Desde ese momento en el que el dolor desapareció de su vida, Juan María fue una persona nueva. No creo que llegara a pensar que sus días estaban contados, porque era todo alegría. Entre cigarro y cigarro, vicio al que se entregó por completo, empezó por llenar la casa de los quemadores de incienso que le regaló a puñados Tino. Le gustó, porque hizo lo propio en la Iglesia con el incensario, que andaba abandonado desde que tomó posesión. Siguió por decorar la casa con telas de colores y lamparitas porque, según le habían explicado el médico y Matías, estaba demostrado que una decoración alegre repercutía beneficiosamente en la salud de los enfermos. Y al poco comenzó a hablar mucho, muchísimo, hasta por los codos, y siempre aportaba un punto de vista optimista desconocido en él. Salía a la calle y se fumaba un pitillo con cualquier parroquiano que estuviera dispuesto a charlar, de lo divino o de lo humano, con él.
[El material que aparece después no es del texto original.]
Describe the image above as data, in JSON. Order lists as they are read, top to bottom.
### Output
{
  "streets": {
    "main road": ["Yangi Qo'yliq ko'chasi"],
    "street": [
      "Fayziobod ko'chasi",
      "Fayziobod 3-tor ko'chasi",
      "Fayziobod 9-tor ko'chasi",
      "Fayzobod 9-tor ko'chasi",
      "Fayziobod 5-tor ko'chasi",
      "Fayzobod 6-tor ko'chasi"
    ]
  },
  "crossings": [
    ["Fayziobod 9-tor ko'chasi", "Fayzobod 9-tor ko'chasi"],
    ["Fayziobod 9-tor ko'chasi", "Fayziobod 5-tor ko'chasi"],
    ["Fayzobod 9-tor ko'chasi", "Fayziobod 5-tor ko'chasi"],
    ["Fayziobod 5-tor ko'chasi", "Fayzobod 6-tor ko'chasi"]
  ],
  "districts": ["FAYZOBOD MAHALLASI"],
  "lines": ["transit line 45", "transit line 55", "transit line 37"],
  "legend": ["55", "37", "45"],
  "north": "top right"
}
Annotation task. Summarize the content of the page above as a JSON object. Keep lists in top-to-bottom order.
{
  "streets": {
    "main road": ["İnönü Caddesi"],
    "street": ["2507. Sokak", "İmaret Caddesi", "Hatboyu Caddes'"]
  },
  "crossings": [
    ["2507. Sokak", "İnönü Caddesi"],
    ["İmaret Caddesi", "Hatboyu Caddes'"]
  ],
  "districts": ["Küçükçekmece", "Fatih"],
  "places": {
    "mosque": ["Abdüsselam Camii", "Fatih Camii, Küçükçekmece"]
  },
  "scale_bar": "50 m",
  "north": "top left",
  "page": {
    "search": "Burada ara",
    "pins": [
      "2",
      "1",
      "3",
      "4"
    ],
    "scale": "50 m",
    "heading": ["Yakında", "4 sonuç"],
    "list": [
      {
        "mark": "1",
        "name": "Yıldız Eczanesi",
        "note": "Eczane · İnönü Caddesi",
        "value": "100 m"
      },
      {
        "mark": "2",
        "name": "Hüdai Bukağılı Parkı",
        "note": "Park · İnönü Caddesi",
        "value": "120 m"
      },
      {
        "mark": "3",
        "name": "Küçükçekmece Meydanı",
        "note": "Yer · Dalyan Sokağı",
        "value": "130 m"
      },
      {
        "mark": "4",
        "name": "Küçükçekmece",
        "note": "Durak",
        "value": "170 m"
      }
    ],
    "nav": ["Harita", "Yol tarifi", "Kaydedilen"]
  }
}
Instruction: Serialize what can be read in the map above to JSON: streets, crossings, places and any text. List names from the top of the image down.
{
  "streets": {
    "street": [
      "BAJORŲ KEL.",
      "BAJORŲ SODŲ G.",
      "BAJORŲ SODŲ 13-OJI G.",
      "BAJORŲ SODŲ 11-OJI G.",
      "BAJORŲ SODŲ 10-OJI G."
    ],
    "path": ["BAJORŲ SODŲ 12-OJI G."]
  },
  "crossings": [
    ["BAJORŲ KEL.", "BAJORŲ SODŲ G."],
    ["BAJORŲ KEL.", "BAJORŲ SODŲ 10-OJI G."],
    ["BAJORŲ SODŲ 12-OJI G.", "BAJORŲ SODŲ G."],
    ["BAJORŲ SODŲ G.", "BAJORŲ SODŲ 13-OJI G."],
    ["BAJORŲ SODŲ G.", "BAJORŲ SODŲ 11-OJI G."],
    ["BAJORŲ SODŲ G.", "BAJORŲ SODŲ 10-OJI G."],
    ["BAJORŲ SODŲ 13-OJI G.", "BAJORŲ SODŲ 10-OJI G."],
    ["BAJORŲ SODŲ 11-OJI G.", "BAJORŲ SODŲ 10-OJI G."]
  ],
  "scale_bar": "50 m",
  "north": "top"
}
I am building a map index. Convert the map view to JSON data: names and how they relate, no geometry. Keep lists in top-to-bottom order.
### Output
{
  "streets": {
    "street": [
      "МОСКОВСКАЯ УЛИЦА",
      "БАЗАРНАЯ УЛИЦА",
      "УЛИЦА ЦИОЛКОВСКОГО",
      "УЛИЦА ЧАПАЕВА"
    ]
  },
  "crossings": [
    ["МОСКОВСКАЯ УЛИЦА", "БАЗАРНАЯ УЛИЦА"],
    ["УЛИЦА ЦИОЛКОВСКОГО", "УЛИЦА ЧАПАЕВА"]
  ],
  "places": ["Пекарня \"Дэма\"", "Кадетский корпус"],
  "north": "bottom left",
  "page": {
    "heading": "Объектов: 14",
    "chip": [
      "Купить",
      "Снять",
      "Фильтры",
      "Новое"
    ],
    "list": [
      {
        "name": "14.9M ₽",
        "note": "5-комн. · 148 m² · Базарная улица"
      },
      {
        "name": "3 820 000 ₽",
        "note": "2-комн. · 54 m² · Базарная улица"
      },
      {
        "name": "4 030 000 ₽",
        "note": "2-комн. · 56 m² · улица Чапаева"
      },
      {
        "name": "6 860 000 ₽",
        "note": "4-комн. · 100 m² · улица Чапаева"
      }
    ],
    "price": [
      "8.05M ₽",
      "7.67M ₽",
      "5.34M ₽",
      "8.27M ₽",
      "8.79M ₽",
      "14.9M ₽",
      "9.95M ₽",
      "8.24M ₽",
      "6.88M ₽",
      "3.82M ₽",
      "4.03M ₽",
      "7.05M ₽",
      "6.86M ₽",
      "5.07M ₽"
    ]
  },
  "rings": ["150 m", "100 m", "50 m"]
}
Éstos agradecían la nueva calidez del antes gélido cura y celebraban su insospechada simpatía. Con las mujeres no paraba de hablar de comida y de lo hambriento que se encontraba ahora, para su sorpresa, él que había sido de tan poco y mal comer. Les decía, con algo de malicia, que de un tiempo a esta parte se pirraba por los dulces, en especial si tenían chocolate. Y las buenas mujeres corrían a sus cocinas a preparar el mejor pastel para Juan María, contentas de poder, al fin, mimar al cura del pueblo como habían visto hacer a sus madres y abuelas y éstas a su vez a las suyas. Así que teníamos la casa todo el día llena de viandas, sobre todo de dulces, que Juan María devoraba a todas horas, pero en especial si se tiraba un buen rato encerrado en su despacho tomándose sus medicinas o simplemente, meditando.
-No sé, debe ser que las pastillas y esas cosas que me ha dado Tino me dan hambre-, se justificaba el buen hombre, con la boca llena y dos pedazos de tarta en cada mano, como avergonzado por tanta glotonería.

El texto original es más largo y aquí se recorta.